== BRIEF ==
Go through the entries one line at a time, and gather every line that has the word "const".

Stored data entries
════════
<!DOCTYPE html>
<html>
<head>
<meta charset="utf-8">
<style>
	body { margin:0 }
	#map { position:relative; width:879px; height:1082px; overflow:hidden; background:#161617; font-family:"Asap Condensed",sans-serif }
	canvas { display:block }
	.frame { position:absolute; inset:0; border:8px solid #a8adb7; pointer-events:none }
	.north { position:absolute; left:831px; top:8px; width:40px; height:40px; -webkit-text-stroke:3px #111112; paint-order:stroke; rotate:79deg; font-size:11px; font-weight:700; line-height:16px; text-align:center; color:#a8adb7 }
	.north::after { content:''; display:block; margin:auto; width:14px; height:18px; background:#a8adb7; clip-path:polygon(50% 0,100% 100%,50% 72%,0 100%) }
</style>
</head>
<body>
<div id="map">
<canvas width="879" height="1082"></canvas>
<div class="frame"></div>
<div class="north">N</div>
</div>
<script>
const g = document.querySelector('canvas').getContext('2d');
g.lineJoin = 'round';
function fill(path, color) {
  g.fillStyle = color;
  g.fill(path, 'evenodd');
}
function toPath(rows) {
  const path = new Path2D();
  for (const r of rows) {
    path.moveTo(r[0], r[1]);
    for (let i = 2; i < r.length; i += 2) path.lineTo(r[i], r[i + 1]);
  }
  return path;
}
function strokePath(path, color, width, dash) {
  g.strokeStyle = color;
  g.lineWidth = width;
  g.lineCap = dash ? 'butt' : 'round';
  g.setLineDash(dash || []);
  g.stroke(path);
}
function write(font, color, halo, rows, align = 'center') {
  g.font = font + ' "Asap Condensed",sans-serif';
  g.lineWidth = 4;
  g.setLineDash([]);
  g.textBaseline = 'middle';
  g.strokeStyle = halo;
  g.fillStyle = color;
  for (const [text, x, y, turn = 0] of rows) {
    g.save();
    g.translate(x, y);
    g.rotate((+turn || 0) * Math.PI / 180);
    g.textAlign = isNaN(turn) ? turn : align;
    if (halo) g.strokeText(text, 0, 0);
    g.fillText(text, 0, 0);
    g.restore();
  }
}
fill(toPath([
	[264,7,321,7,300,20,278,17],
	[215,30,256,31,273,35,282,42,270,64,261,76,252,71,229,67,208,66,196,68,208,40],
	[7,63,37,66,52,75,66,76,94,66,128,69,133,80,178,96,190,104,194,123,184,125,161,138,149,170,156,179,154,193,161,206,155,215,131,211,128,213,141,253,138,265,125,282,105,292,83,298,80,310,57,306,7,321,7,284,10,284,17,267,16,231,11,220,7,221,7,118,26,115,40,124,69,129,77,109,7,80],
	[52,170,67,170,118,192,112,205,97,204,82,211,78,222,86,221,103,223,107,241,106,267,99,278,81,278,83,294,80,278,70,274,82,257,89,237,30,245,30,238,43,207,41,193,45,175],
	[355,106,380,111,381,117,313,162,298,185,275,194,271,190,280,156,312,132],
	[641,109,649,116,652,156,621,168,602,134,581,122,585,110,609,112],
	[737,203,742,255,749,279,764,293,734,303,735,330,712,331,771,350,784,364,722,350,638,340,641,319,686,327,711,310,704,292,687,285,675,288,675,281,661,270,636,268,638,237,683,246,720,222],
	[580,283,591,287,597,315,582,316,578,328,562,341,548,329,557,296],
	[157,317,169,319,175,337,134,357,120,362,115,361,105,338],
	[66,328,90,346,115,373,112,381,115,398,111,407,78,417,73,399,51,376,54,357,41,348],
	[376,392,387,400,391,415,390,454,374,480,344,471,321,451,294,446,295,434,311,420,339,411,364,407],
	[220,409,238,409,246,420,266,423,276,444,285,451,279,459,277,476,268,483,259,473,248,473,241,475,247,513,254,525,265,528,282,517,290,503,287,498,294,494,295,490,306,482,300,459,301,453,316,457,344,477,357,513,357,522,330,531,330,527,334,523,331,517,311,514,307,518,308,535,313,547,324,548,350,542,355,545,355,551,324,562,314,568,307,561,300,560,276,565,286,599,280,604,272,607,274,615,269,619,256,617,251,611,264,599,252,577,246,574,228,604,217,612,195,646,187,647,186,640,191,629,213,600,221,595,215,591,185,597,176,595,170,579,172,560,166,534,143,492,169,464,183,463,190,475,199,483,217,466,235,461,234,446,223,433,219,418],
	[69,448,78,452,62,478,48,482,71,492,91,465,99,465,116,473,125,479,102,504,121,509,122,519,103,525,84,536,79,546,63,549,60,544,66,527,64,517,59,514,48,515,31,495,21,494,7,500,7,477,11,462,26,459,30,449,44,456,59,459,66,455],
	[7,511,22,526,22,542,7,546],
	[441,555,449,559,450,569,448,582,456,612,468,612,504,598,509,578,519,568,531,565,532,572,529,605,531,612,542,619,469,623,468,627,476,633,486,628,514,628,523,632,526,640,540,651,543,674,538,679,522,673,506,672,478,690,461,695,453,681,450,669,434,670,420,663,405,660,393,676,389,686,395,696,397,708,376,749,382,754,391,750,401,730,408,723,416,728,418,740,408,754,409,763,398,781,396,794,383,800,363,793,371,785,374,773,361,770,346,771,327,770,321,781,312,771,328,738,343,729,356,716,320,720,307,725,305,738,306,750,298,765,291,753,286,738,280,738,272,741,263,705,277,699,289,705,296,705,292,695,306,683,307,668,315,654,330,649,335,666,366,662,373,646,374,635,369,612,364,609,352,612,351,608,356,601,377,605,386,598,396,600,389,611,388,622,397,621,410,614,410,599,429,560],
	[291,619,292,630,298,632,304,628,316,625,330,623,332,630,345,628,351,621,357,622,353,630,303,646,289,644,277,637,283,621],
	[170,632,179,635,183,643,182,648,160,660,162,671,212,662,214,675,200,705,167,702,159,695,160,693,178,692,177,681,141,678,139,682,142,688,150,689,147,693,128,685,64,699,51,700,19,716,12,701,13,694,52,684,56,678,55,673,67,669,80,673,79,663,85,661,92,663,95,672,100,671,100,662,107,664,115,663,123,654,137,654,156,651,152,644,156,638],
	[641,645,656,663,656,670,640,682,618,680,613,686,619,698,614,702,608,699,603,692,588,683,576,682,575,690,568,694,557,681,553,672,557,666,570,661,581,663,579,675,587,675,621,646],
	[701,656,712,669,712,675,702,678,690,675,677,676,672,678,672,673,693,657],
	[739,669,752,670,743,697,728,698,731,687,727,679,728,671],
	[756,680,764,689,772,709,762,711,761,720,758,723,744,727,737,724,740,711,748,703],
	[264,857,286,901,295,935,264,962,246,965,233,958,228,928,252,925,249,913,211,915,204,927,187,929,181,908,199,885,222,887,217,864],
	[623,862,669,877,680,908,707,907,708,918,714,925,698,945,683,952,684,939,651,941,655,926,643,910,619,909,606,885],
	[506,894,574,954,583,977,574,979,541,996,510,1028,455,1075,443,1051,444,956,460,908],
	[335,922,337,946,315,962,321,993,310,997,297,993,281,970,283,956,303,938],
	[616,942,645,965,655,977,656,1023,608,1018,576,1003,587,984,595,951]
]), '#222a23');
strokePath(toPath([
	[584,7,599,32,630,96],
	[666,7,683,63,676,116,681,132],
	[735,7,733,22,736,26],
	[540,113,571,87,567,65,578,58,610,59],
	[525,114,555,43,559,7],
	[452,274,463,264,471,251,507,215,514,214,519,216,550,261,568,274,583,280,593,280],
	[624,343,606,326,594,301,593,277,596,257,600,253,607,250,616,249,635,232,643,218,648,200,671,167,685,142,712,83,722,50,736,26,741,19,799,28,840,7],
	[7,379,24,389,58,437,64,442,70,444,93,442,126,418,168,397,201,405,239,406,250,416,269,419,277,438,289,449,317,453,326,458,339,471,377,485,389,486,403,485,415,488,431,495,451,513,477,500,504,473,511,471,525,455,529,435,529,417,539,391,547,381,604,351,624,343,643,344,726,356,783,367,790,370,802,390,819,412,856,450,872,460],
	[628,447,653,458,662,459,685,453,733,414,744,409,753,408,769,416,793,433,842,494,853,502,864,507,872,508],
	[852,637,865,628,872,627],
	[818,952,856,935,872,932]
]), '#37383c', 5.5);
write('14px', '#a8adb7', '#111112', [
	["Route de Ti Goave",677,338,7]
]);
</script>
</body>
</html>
════════
== ANSWER AREA ==
const g = document.querySelector('canvas').getContext('2d');
  const path = new Path2D();
  for (const r of rows) {
  for (const [text, x, y, turn = 0] of rows) {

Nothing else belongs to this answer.